Прожил я в том кадетском корпусе три дня. Решил бежать, пока жив. Не было больше моего терпенья смотреть на все [419/420] это. Снимаю с мертвого шерстяные чулки, натягиваю те чулки на свои распухшие ноги и выхожу во двор. Дождался вечера, стемнело. Была в заборе одна оторванная доска, болталась она на одном гвозде. Через ту дыру я и драпанул. Ночь, темно, собаки гавкают…

Мне собаки не страшны, держу направление на собачий лай: вырвался из кадетских зубов, которые пострашнее собачьих зубов. Из носу текла кровь, я забивал ее снегом. Идти силы не было, пройду сто шагов, и опять идет кровь, пройду еще немного и опять сажусь отдыхать.

Вот и слободка. Подхожу к убогой хижине, из окон которой сквозь закрытые ставни приветливо блестит огонек. Заглядываю в щелку, хозяин с хозяйкой сидят – ужинают. Осторожно стучу. Они испугались и погасили свет. Подождал я немного, опять стучу. Выходит хозяин, внимательно разглядывает меня и спрашивает:

– Что ты есть за человек?

Я вкратцах объясняю.

Он не хотел принять меня из боязни, что ему будет вешалка за укрывательство, но жена умолила его припрятать меня хотя ненадолго, пока немного поправлюсь. Он поколебался-поколебался, но все-таки согласился. В хате было тепло, пахло горячим хлебом. Хозяйка приказала мне раздеться догола, безо всякого стеснения обтерла меня с головы до пяток керосином, выдала мне пару чистого белья, а мою засыпанную паразитами одежду выкинула на мороз.

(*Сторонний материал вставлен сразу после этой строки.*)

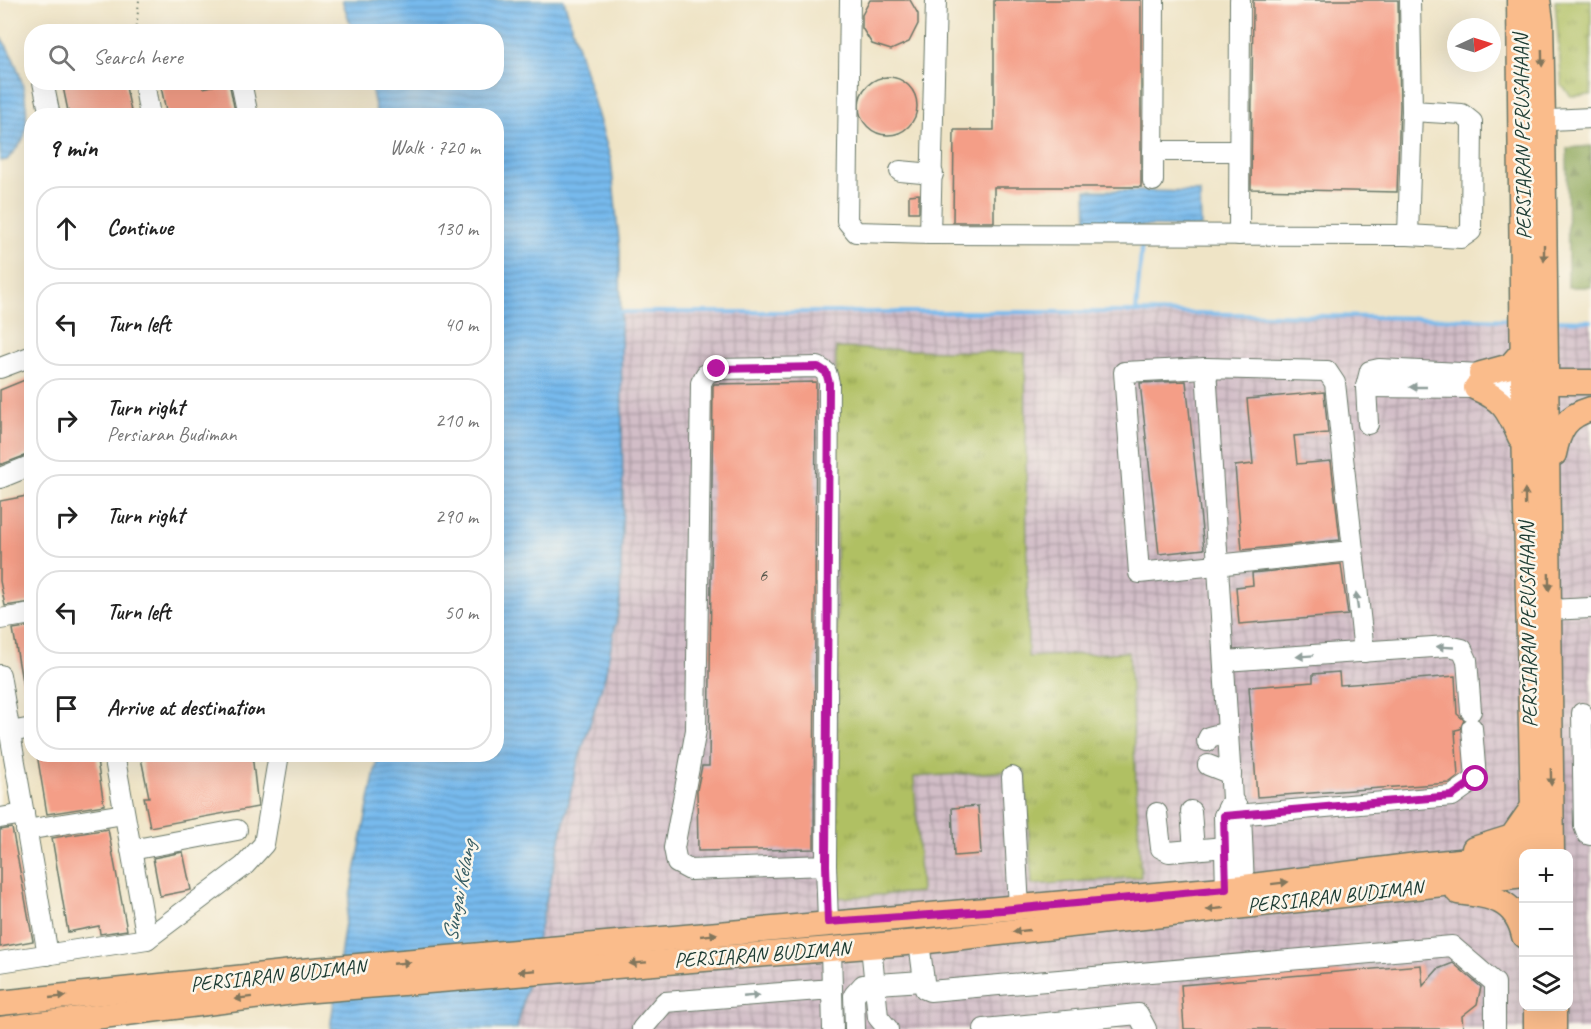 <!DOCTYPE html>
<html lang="en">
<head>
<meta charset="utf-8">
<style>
  :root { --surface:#fff; --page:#f2f2f2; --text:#222; --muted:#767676; --line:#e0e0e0 }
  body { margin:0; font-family:Caveat,sans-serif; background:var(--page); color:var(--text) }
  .controls { position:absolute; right:18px; bottom:18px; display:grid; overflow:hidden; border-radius:12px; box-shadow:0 6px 24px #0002 }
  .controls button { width:54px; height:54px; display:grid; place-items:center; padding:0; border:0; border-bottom:2px solid var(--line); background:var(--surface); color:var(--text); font:30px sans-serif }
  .compass { position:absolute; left:1447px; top:18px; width:54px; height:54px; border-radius:50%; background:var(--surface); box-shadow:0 6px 24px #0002; rotate:86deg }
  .stop { position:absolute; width:18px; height:18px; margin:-14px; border:4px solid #b5179e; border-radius:50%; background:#fff }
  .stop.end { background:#b5179e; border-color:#fff; box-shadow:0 2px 6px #0008 }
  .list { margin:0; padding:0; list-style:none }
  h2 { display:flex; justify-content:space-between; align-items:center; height:78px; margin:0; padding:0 24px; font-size:26px }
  h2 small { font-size:20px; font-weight:400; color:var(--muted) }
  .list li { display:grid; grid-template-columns:39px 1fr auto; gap:18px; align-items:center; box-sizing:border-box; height:84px; margin:0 12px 12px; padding:0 12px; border:2px solid var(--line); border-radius:24px }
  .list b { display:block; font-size:22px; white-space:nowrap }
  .list p { margin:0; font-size:20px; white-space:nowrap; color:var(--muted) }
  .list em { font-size:20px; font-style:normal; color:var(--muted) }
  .icon { flex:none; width:33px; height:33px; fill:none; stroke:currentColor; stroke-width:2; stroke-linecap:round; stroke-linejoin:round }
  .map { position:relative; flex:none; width:1591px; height:1029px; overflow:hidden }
  .search { position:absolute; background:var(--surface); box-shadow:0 6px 24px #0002; left:24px; top:24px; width:480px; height:66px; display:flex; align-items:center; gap:15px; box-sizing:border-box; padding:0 21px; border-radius:24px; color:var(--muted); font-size:22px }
  .panel { position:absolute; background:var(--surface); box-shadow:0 6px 24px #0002; left:24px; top:108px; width:480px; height:654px; border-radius:24px }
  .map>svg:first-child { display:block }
  .industrial { fill:url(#industrial-grid); fill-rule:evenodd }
  .grass { fill:url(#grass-tufts); stroke:#687e4c; stroke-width:1.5 }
  .forest { fill:url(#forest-firs); stroke:#567246; stroke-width:1.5 }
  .water { fill:url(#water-rules); stroke:#4b7c90; stroke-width:1.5 }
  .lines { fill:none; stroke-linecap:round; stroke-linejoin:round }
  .stream { stroke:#77baed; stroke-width:4 }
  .building { fill:#f49e87 }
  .minor-casing { stroke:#687767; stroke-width:22 }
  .major-casing { stroke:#687767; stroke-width:27 }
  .path { stroke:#687767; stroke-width:2; stroke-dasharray:1.5 4.5; stroke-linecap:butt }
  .minor { stroke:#fff; stroke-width:20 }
  .major { stroke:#fabc8b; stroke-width:24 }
  .oneway { fill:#82765b }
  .oneway2 { fill:#8f9e9a }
  .route { stroke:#b5179e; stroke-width:8 }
  .labels { text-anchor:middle; stroke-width:5; stroke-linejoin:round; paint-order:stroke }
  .number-label { font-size:18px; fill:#545549 }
  .street-label { font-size:21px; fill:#1f3d34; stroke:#fbf7ec }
  .water-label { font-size:22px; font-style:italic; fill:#355c62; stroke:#fbf7ec }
</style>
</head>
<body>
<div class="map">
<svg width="1591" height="1029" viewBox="0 0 1591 1029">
  <defs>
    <pattern id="industrial-grid" width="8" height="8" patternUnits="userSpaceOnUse" patternTransform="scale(1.5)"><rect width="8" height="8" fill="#d2bdc7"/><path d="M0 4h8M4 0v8" fill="none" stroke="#aa9ba2"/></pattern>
    <pattern id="grass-tufts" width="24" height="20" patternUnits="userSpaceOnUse" patternTransform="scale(1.5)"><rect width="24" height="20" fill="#b0c063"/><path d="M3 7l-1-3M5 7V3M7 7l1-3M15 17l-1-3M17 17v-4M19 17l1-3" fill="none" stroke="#8f9d52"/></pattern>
    <pattern id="forest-firs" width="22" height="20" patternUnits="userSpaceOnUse" patternTransform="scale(1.5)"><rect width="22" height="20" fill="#8ca659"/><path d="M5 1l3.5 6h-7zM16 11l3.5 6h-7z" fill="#72884a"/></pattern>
    <pattern id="water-rules" width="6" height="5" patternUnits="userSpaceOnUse" patternTransform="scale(1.5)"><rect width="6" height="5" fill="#77baed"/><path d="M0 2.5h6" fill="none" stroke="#6198c1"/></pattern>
  </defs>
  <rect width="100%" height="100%" fill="#fbf7ec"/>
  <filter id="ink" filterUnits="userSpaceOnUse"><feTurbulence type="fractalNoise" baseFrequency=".0167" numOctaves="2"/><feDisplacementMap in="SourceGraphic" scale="12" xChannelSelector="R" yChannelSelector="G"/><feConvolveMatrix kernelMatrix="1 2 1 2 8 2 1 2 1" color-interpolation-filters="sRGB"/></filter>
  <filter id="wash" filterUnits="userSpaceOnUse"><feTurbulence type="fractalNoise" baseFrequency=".008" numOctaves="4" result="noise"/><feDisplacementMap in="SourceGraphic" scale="24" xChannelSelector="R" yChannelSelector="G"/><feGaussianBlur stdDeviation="1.35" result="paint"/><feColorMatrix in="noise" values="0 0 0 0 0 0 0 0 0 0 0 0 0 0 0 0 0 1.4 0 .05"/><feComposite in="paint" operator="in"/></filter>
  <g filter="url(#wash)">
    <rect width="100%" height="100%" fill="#efe4c6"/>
    <path class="industrial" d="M620 312H1136L1591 321V1029H517L577 765 605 676 620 603 623 497ZM1524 854H1568V1006H1524Z"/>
    <g class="grass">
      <path d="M1555 0H1591V95L1571 96 1562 86Z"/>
      <path d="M836 348 1025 353 1028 657 1129 652 1141 877 1032 885 1025 770 914 777 921 892 837 898Z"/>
    </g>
    <path class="forest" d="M1591 146V287H1568L1567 148Z"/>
    <g class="water">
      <path d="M342 0H564L611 160 620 250 623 497 620 603 605 676 577 765 517 1029H330L345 922 378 755 496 754V116L377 115 370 83 496 82V32L353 31Z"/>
      <path d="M0 36C19 63 31 99 25 133 24 142 13 153 7 160L0 161Z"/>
      <path d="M1086 190 1200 192 1201 227 1087 225Z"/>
    </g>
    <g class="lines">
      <g class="stream">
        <path d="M617 312H1136L1515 320"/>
        <path d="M1136 312 1142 242"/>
        <path d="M1553 320 1591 321"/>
      </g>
    </g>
    <g id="blocks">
      <g class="building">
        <path d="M870 0H910L918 14V24L909 42 891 50 872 44 862 28V15Z"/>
        <path d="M994 0H1141V187H994V222H953L954 130H994Z"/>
        <path d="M1253 0H1398L1400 105 1397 192 1251 189Z"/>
        <circle cx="888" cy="106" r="29"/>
        <path d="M62 82H125L132 116H69Z"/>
        <path d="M160 82H202L203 88 229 82 236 116H167Z"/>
        <path d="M919 194V212H909V195Z"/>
        <path d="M32 377V453L0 465V390Z"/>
        <path d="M1186 381 1204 549 1159 554 1140 383Z"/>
        <path d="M816 382 814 849 698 851 697 790 702 766H709L713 386 714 384Z"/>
        <path d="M1324 392 1328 433 1294 436 1297 464 1331 461 1340 540 1242 550 1235 466 1253 464 1247 399Z"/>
        <path d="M32 495V602L5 606 0 581V501Z"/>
        <path d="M1341 564 1348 615 1239 624 1236 587 1253 585 1252 573Z"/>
        <path d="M32 626V685L23 687 13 629Z"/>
        <path d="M1339 672 1340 685 1455 676 1457 714 1464 720 1460 729 1455 730 1458 777 1450 783 1257 797 1249 687 1313 682V674Z"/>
        <path d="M37 754H96L104 805 47 814Z"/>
        <path d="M161 754H252L258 807 150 827 144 797H149L141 758Z"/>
        <path d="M978 806 981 854 954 856 952 808Z"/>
        <path d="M12 828 33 941 0 947V830Z"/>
        <path d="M108 829 127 930 100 934 99 926 68 932 52 838Z"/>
        <path d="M183 852 191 890 160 896 153 858Z"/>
        <path d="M1453 963 1481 987 1477 1004 1462 1016 1463 1029H1184L1181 985 1421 965 1423 986 1438 969Z"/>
      </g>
    </g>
  </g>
  <g filter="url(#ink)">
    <use href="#blocks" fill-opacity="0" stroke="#687767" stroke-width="1.5"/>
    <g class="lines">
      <defs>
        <g id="minor">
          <path d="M850 0 847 221 856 232 930 234 1408 235 1412 111 1410 0"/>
          <path d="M43 82 50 116"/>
          <path d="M144 82 150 116"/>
          <path d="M241 82 248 116"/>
          <path d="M1530 121 1591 118"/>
          <path d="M1153 151H1239"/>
          <path d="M900 171 933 174"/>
          <path d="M1153 181 1154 0"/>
          <path d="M930 234 936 0"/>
          <path d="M1239 235 1240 0"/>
          <path d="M1408 235 1461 238 1471 231 1472 122 1462 114 1412 111"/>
          <path d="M0 368 32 356"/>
          <path d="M1206 368 1124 372 1139 573 1351 551"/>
          <path d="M1523 383 1481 374 1379 369 1370 371 1366 387 1476 388 1523 396"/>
          <path d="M1366 387 1368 424"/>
          <path d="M0 478 32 465"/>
          <path d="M1549 610 1591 608"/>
          <path d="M0 619 32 614"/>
          <path d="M1224 661 1448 646 1462 649 1467 660 1471 711"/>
          <path d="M0 675 48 955"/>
          <path d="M1582 713 1584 826 1587 834 1591 835"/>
          <path d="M10 732 32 728"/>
          <path d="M1207 741 1209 737 1228 732"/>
          <path d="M114 754 147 939"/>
          <path d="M1208 765 1231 774"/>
          <path d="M1012 777 1019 908"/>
          <path d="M1191 811 1194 850"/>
          <path d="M1157 813 1161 848 1169 852 1225 847"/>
          <path d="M1224 816 1452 796 1476 779 1472 728"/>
          <path d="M0 818 24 814"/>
          <path d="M26 830 124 814"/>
          <path d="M131 850 237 830"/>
          <path d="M826 865 690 870 677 863 674 848 696 730 701 383 706 374 717 369 818 367 826 372 829 383 826 865 828 922"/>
          <path d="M1244 887 1241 814 1232 799 1206 368 1327 371 1335 383 1364 652"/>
          <path d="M1226 889 1224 816 1230 804"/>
          <path d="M919 942 925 989 930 991 1452 946 1495 983V1029"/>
          <path d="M871 946 878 1017 888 1029"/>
          <path d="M831 949 833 1029"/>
          <path d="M0 962 147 939 244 866 264 844 279 754"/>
          <path d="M642 1029 665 1002 832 989"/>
          <path d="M855 1029 854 995 863 985 922 981"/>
          <path d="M984 1029 1138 1014 1146 1029"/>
        </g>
        <g id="major">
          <path d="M1519 0 1523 383 1534 854"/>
          <path d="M1538 0 1541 21 1543 120 1552 854"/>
          <path d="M1481 374 1510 366 1523 351"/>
          <path d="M1531 382H1591"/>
          <path d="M1476 388C1504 400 1508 410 1520 437"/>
          <path d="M1554 454C1559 429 1566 416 1591 409"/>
          <path d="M1474 849 1512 837 1533 807"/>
          <path d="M1458 892C1491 896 1516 899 1524 936"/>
          <path d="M0 1003 302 971 1244 887 1417 865 1524 855"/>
          <path d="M1554 1006V1029"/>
          <path d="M0 1029 302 991 919 942 1524 875"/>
          <path d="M1536 1029V1006"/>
        </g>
      </defs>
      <use href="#minor" class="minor-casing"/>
      <use href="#major" class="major-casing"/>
      <path class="path" d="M136 32 139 0"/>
      <use href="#minor" class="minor"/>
      <use href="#major" class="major"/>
    </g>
    <defs><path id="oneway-solid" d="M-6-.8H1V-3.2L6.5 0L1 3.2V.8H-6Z" transform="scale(1.5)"/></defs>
    <g class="oneway">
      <use href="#oneway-solid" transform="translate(1542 58) rotate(89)"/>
      <use href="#oneway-solid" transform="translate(1544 253) rotate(90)"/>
      <use href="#oneway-solid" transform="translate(1525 497) rotate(-91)"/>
      <use href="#oneway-solid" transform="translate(1549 582) rotate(89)"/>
      <use href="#oneway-solid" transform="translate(1551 777) rotate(89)"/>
      <use href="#oneway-solid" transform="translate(1280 883) rotate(-7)"/>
      <use href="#oneway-solid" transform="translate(1215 909) rotate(174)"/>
      <use href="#oneway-solid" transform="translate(1021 931) rotate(174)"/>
      <use href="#oneway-solid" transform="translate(709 935) rotate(-6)"/>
      <use href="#oneway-solid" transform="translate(402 963) rotate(-5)"/>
      <use href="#oneway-solid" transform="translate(638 963) rotate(176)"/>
      <use href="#oneway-solid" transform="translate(527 971) rotate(175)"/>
      <use href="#oneway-solid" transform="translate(58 997) rotate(-6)"/>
      <use href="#oneway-solid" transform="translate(243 998) rotate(173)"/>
    </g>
    <g class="oneway2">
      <use href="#oneway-solid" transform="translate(1418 387) rotate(180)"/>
      <use href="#oneway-solid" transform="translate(1357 601) rotate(-97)"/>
      <use href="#oneway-solid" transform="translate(1445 647) rotate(-177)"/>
      <use href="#oneway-solid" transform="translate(1305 656) rotate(176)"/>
      <use href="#oneway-solid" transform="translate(751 996) rotate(-5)"/>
    </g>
  </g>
  <g class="lines" filter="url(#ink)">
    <path class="route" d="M717 369 818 367 826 372 829 383 826 865 828 922 1002 910 1226 889 1224 816 1452 796 1476 779"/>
  </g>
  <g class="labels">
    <g class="number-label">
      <text x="763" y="581">6</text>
    </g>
    <g class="street-label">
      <text transform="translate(1522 137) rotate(-91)" y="7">PERSIARAN PERUSAHAAN</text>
      <text transform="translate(1528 625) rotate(-91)" y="7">PERSIARAN PERUSAHAAN</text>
      <text transform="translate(1335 896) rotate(-6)" y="7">PERSIARAN BUDIMAN</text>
      <text transform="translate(762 954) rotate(-4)" y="7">PERSIARAN BUDIMAN</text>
      <text transform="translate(278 975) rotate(-6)" y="7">PERSIARAN BUDIMAN</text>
    </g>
    <g class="water-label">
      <text transform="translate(458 891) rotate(-79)" y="8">Sungai Kelang</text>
    </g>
  </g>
</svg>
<div class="controls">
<button>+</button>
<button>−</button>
<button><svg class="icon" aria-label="layers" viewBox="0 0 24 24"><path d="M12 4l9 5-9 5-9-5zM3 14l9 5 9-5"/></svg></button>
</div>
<svg class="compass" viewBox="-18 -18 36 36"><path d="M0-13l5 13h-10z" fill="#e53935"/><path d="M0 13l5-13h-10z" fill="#767676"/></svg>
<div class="stop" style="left:1476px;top:779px"></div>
<div class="stop end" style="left:717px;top:369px"></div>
<div class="search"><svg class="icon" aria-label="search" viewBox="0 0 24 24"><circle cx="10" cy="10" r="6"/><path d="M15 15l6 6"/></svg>Search here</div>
<section class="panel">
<h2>9 min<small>Walk · 720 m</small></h2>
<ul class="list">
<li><svg class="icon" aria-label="ahead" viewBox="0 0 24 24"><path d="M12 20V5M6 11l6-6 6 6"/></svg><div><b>Continue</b></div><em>130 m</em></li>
<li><svg class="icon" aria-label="left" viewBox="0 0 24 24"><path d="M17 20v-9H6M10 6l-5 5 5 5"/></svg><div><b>Turn left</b></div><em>40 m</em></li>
<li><svg class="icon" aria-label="right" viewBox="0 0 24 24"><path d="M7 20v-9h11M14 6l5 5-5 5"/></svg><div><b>Turn right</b><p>Persiaran Budiman</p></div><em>210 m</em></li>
<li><svg class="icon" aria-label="right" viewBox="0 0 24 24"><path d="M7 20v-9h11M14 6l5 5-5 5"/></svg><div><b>Turn right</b></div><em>290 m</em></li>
<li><svg class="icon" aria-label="left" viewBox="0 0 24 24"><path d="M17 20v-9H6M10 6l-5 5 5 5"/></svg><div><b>Turn left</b></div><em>50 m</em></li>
<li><svg class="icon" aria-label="arrive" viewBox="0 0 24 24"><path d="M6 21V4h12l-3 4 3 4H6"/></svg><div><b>Arrive at destination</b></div></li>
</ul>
</section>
</div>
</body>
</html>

Кинуло меня в дрожь: ну, думаю, значит, живой буду. Подсадил меня хозяин на печку, хочу поблагодарить, но не могу и одного слова выговорить – в горле у меня кипят слезы радости.

Сколько время спал, не помню.

На другой день попросил хозяйку принести мне кислого молока, разыгрался у меня после тифу аппетит на кислое. Она сходила на базар и принесла.

А лечила меня так – заварит в кадушке крутым кипятком полыни и велит, чтоб я совал туда ноги. Делать нечего – сую: мертвое мясо сварится и отпадает. Потом она мазала мне ноги сметаной, и дело быстро пошло на лад.

Через две недели хозяин мне и говорит:

– Ну, товарищ, собирайся и убегай подальше. [420/421]

Дал мне документы племянника своего, погибшего на германском фронте, дал кое-какую одежонку и немного денег.

Горячо я их поблагодарил и – гайда.

В станицу свою меня не манило, решил искать героев и пробираться в горы Чечни, где, по слухам, товарищ Гикало уже поднимал восстание против кадетской своры.